Dobson Cellular Systems, Inc. now part of AT&T Mobility, was a wireless telecommunications provider operating in several regions of the United States, including Alaska, Arizona, California, Kansas, Kentucky, Maryland, Michigan, Minnesota, Missouri, New York, Ohio, Oklahoma, Pennsylvania, Texas, Virginia, West Virginia and Wisconsin. Dobson Cellular Systems was a wholly owned subsidiary of Dobson Communications Corporation based in Oklahoma City. It was the provider of Cellular One-branded services in the United States. Dobson operated under the brand name of Cellular One, and provided service on a D-AMPS and GSM network. The company purchased the rights to the Cellular One name from Alltel in December 2005.

==Corporate history==

Formed in the 1920s, Dobson Communications originally operated a small wireline telephone network in Oklahoma. Over 70 years, Dobson evolved to become the nation's largest independent rural wireless provider to expand operations into 60 markets, following acquisitions over the last 10 years.

On June 29, 2007 AT&T Inc. announced that they had reached an agreement to purchase Dobson Cellular division. The closing price was US$2.8B or US$13 per share. AT&T also agreed to assume the outstanding debt of US$2.3B.

The sale completed on November 15, 2007, with market transition beginning December 9, 2007. The Cellular One brand name was sold to Trilogy Partners in February 2008.

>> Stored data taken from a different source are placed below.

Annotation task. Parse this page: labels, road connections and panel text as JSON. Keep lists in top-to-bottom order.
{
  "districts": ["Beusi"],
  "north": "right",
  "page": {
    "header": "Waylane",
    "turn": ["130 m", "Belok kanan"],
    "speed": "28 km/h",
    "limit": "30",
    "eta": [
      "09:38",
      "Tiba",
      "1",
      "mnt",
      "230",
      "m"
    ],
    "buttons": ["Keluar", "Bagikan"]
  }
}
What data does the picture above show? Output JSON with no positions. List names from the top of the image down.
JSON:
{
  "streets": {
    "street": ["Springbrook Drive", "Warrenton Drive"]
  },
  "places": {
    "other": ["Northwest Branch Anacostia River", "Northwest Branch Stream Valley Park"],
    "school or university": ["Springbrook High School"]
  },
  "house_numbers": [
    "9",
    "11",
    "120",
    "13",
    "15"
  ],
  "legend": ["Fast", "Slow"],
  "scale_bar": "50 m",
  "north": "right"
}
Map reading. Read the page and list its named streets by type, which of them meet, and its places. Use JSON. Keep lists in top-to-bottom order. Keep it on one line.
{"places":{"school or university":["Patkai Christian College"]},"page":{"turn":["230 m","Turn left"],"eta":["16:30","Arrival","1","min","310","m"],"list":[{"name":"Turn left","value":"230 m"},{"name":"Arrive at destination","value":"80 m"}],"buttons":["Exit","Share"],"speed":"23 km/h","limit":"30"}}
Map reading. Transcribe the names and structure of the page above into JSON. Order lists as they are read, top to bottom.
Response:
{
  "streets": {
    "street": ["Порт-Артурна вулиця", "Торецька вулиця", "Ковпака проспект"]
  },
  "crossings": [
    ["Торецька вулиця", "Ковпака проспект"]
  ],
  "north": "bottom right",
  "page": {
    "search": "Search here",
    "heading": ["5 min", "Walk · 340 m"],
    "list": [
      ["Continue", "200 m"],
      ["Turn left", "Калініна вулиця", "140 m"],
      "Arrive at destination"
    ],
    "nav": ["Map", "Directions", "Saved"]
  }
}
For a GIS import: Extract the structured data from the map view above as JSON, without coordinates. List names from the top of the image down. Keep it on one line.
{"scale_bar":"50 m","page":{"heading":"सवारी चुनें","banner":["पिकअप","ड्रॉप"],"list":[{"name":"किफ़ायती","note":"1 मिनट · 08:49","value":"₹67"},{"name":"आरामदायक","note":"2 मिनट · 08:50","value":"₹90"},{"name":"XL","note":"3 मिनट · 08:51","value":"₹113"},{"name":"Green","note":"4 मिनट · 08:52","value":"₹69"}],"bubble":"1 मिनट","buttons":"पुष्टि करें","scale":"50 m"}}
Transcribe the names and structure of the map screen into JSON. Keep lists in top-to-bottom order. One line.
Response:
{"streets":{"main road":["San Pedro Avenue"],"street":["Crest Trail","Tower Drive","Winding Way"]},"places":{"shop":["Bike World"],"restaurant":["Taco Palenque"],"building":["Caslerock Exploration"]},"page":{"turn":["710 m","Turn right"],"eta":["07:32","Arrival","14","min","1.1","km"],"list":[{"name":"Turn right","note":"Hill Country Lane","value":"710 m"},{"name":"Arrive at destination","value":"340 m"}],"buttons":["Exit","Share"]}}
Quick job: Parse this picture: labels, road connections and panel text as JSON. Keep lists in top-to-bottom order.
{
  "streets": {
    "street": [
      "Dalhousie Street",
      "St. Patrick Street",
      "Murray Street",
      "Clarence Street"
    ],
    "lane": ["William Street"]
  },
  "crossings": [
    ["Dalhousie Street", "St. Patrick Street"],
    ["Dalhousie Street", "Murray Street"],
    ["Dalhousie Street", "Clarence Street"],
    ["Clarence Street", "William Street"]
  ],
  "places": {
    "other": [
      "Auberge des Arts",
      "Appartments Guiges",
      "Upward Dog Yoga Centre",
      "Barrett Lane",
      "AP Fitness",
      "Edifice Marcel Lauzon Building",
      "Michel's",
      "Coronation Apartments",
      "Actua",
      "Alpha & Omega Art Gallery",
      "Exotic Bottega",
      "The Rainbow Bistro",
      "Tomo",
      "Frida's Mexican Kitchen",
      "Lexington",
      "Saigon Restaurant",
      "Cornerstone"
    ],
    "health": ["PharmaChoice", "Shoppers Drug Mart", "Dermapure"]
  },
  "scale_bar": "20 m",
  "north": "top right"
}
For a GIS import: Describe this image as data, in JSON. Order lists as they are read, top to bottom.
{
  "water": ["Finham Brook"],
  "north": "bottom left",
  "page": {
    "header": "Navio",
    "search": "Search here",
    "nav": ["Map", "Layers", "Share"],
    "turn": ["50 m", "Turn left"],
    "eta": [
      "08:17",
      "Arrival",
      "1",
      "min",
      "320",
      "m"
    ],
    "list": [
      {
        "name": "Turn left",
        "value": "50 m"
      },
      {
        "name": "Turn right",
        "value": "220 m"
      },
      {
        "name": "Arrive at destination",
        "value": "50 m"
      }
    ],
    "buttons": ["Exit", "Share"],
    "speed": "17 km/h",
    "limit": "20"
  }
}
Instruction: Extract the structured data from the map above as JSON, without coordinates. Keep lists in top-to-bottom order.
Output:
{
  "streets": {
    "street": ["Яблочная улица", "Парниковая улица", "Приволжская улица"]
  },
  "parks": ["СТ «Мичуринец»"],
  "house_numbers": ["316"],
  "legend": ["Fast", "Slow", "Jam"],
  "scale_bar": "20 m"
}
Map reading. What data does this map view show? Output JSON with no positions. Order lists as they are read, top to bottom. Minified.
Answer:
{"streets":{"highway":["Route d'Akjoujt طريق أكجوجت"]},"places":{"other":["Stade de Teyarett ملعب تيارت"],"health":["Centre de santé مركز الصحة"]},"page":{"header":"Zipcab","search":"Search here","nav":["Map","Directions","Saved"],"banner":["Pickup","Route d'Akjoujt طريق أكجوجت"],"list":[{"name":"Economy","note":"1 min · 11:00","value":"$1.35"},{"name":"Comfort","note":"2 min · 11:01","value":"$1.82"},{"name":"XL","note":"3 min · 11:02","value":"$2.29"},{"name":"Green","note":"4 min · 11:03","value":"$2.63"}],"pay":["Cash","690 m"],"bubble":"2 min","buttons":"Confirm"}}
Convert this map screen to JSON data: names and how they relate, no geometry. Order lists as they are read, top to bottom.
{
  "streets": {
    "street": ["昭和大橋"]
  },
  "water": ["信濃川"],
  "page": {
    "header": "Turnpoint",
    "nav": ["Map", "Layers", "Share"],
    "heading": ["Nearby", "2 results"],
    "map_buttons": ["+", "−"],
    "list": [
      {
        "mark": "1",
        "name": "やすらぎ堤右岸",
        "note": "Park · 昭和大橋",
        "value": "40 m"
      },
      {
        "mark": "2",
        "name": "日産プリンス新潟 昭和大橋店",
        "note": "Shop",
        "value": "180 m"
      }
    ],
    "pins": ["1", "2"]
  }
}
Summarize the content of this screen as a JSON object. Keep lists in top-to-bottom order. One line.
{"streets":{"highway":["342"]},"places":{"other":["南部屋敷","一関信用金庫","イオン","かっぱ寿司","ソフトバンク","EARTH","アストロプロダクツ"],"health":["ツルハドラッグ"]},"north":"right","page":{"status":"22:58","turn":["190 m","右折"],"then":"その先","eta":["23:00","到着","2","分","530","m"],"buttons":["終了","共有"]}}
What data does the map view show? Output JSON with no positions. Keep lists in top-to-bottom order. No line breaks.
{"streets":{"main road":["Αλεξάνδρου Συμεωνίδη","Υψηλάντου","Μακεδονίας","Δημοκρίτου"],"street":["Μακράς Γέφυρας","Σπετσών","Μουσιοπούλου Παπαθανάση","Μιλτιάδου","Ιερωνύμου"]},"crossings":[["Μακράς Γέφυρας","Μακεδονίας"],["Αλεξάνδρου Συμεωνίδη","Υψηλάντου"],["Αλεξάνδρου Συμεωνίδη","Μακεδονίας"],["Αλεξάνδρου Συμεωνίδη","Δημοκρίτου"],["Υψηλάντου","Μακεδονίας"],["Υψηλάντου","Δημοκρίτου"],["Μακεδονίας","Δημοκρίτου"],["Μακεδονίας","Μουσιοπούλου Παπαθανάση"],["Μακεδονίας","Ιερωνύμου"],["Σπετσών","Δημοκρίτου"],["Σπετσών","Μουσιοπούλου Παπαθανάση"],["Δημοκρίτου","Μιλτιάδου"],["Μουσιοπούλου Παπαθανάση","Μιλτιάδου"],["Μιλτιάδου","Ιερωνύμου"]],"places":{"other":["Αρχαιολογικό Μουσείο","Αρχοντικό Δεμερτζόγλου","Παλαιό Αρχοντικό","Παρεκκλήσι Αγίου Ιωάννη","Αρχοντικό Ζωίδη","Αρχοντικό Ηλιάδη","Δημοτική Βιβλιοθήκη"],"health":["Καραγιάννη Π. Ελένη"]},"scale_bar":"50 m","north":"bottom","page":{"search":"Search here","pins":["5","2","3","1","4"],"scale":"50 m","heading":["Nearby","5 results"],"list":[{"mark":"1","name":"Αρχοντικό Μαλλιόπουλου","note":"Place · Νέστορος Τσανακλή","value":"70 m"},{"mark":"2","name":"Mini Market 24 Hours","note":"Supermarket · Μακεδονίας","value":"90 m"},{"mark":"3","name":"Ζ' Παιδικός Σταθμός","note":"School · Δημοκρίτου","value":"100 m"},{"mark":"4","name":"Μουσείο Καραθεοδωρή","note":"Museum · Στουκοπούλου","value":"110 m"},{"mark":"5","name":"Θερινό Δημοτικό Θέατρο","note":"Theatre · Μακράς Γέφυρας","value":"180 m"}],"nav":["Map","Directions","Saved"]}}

The Federal government prevented AT&T from taking certain Dobson markets In Texas, Oklahoma, and Kentucky along the Ohio border and the I-75 corridor, due to the potential monopoly this would create in this area. After placing these markets in a trust for one year, the Kentucky markets were sold to Verizon Wireless in November 2008 with market transition to be completed by November 2009, and the others, TX-10 and OK-5, were sold to affiliates of MTPCS, LLC, which concurrently adopted the Cellular One brand under a license agreement with Trilogy Partners.

==Network==
Dobson was, for the most part, a rural provider. It claimed to be the largest provider of cellular services in Alaska as well as Michigan. It was also the exclusive provider of GSM technology in many of its markets and has a few resellers such as TracFone and smaller MVNOs in particular states. It also provided voice and data roaming capability for many AT&T and T-Mobile customers. Dobson had recently upgraded a majority of its GSM/GPRS towers with an EDGE overlay, providing an even faster data rate for their customers.